6. The vacuum processing chamber of claim 2, wherein the each of the plurality of oval holes is oriented such that its long axis lies along a straight line extending radially from the center of the showerhead plate and passing through that oval hole.

7. The vacuum processing chamber of claim 6, wherein each of the fastening assembly comprises a key to enable only one orientation when the fastening assembly is seated within its respective oval hole.

8. The vacuum processing chamber of claim 1, wherein each of the fastening assemblies comprises a ball bearing assembly and a bolt passing through the ball bearing assembly.

9. The vacuum processing chamber of claim 8, wherein the ball bearing assembly comprises:

an insert having an oval hole therein;

a sliding plate having a plurality of non-circular holes therein;

a plurality of balls, each for a corresponding one of the non-circular holes;

a cover plate having a circular hole therein.

10. The vacuum processing chamber of claim 9, wherein the insert further comprises a key to orient the insert inside one of the oval holes of the showerhead plate.

11. The vacuum processing chamber of claim 9, wherein at least one of the insert, sliding plate, plurality of balls, and cover plate, is made of ceramic.

12. The vacuum processing chamber of claim 8, further comprising a covering plate for covering the fastening assembly.

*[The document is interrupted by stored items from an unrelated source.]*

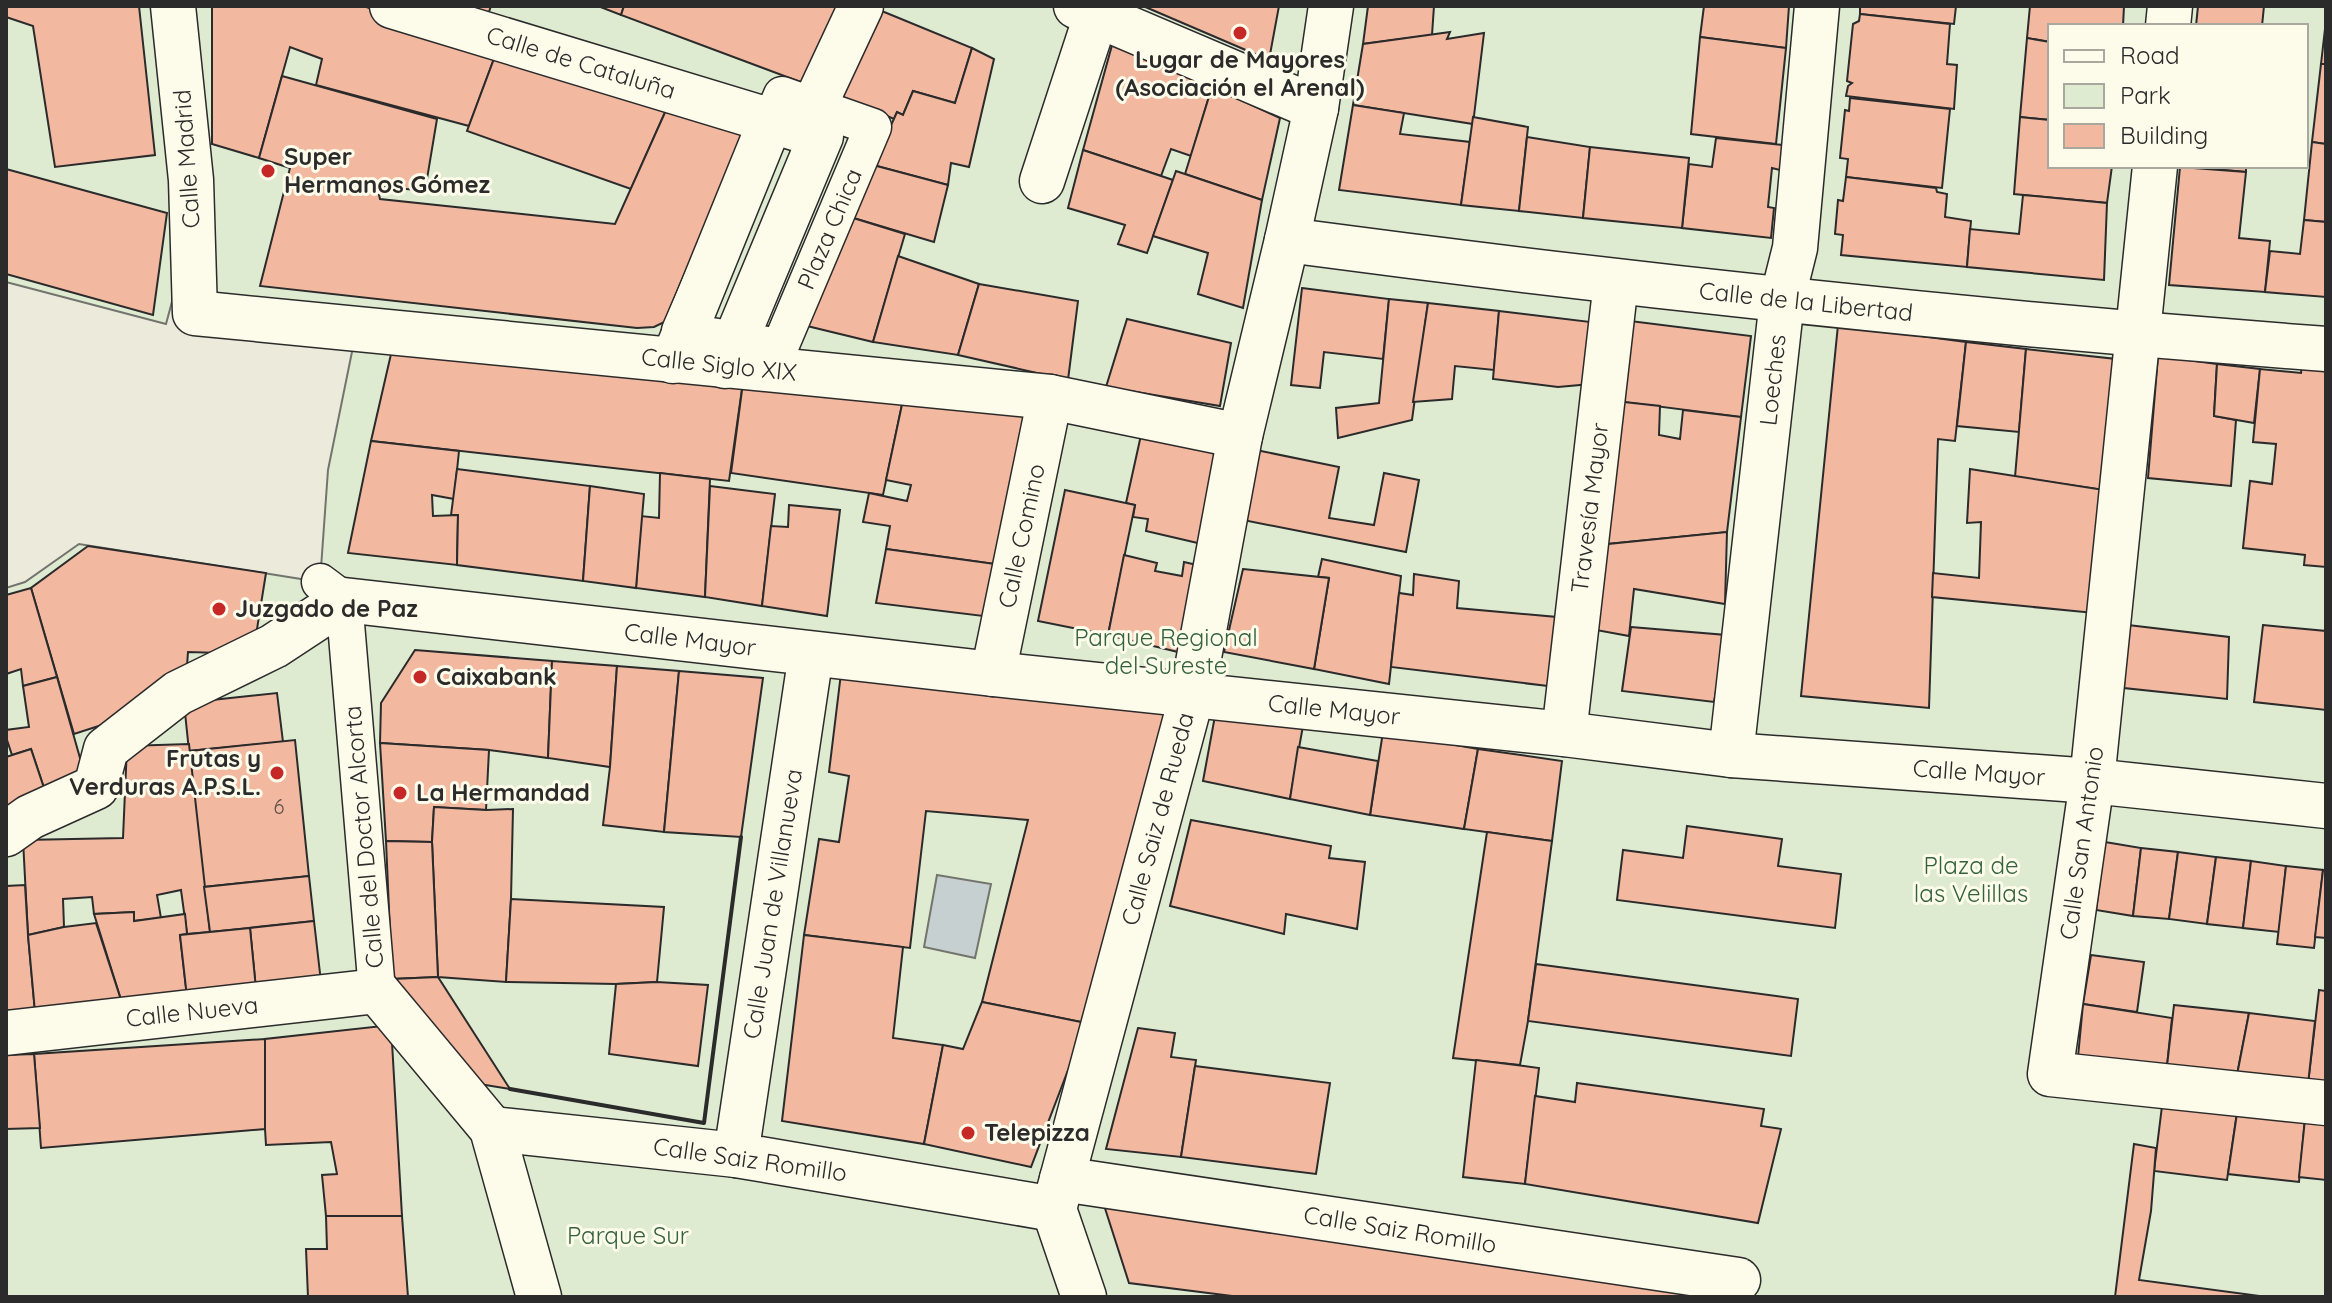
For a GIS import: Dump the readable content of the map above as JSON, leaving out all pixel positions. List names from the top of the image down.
{
  "streets": {
    "street": [
      "Calle de Cataluña",
      "Calle Madrid",
      "Plaza Chica",
      "Calle de la Libertad",
      "Calle Siglo XIX",
      "Loeches",
      "Travesía Mayor",
      "Calle Comino",
      "Calle Mayor",
      "Calle Saiz de Rueda",
      "Calle del Doctor Alcorta",
      "Calle San Antonio",
      "Calle Juan de Villanueva",
      "Calle Nueva",
      "Calle Saiz Romillo"
    ]
  },
  "crossings": [
    ["Calle de Cataluña", "Plaza Chica"],
    ["Calle Madrid", "Calle Siglo XIX"],
    ["Plaza Chica", "Calle Siglo XIX"],
    ["Calle de la Libertad", "Loeches"],
    ["Calle de la Libertad", "Travesía Mayor"],
    ["Calle de la Libertad", "Calle Saiz de Rueda"],
    ["Calle de la Libertad", "Calle San Antonio"],
    ["Calle Siglo XIX", "Calle Comino"],
    ["Calle Siglo XIX", "Calle Saiz de Rueda"],
    ["Loeches", "Calle Mayor"],
    ["Travesía Mayor", "Calle Mayor"],
    ["Calle Comino", "Calle Mayor"],
    ["Calle Mayor", "Calle Saiz de Rueda"],
    ["Calle Mayor", "Calle del Doctor Alcorta"],
    ["Calle Mayor", "Calle San Antonio"],
    ["Calle Mayor", "Calle Juan de Villanueva"],
    ["Calle Saiz de Rueda", "Calle Saiz Romillo"],
    ["Calle del Doctor Alcorta", "Calle Nueva"],
    ["Calle del Doctor Alcorta", "Calle Saiz Romillo"],
    ["Calle Juan de Villanueva", "Calle Saiz Romillo"]
  ],
  "parks": ["Parque Regional del Sureste", "Plaza de las Velillas", "Parque Sur"],
  "places": [
    "Lugar de Mayores (Asociación el Arenal)",
    "Super Hermanos Gómez",
    "Juzgado de Paz",
    "Caixabank",
    "Frutas y Verduras A.P.S.L.",
    "La Hermandad",
    "Telepizza"
  ],
  "house_numbers": ["6"],
  "legend": ["Road", "Park", "Building"]
}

13. The vacuum processing chamber of claim 1, wherein each of the fastening assembly comprises:

an insert having an oval hole therein and a sliding surface;

a cover plate having a mating surface facing the sliding surface; and,

a bolt passing through the insert and the cover plate.

14. The vacuum processing chamber of claim 1, wherein each of the fastening assembly further comprises a sliding plate inserted between the insert and the cover plate.

15. The vacuum processing chamber of claim 1, wherein the sliding plate comprises a Teflon plate.

16. A method for securing a showerhead assembly onto a vacuum processing chamber, comprising:

fixedly attaching a back plate to the vacuum processing chamber;

coupling a perforated showerhead plate to the back plate by using a plurality of fastening assemblies to slidingly attach the perforated showerhead plate to the back plate; and,

providing a gas seal between the perforated showerhead plate and the back plate.

17. The method of claim 16, wherein slidingly attaching comprises bolting the perforated showerhead plate to the back plate via a ball bearing assembly.

18. The method of claim 17, further comprising inserting a spacer between the perforated showerhead plate and the back plate.

19. The method of claim 17, further comprising orienting each of the ball bearing assembly such that it is aligned with an imaginary line extending radially from the center of the showerhead plate.

20. The method of claim 16, further comprising fixedly affixing the showerhead plate to the back plate at one point.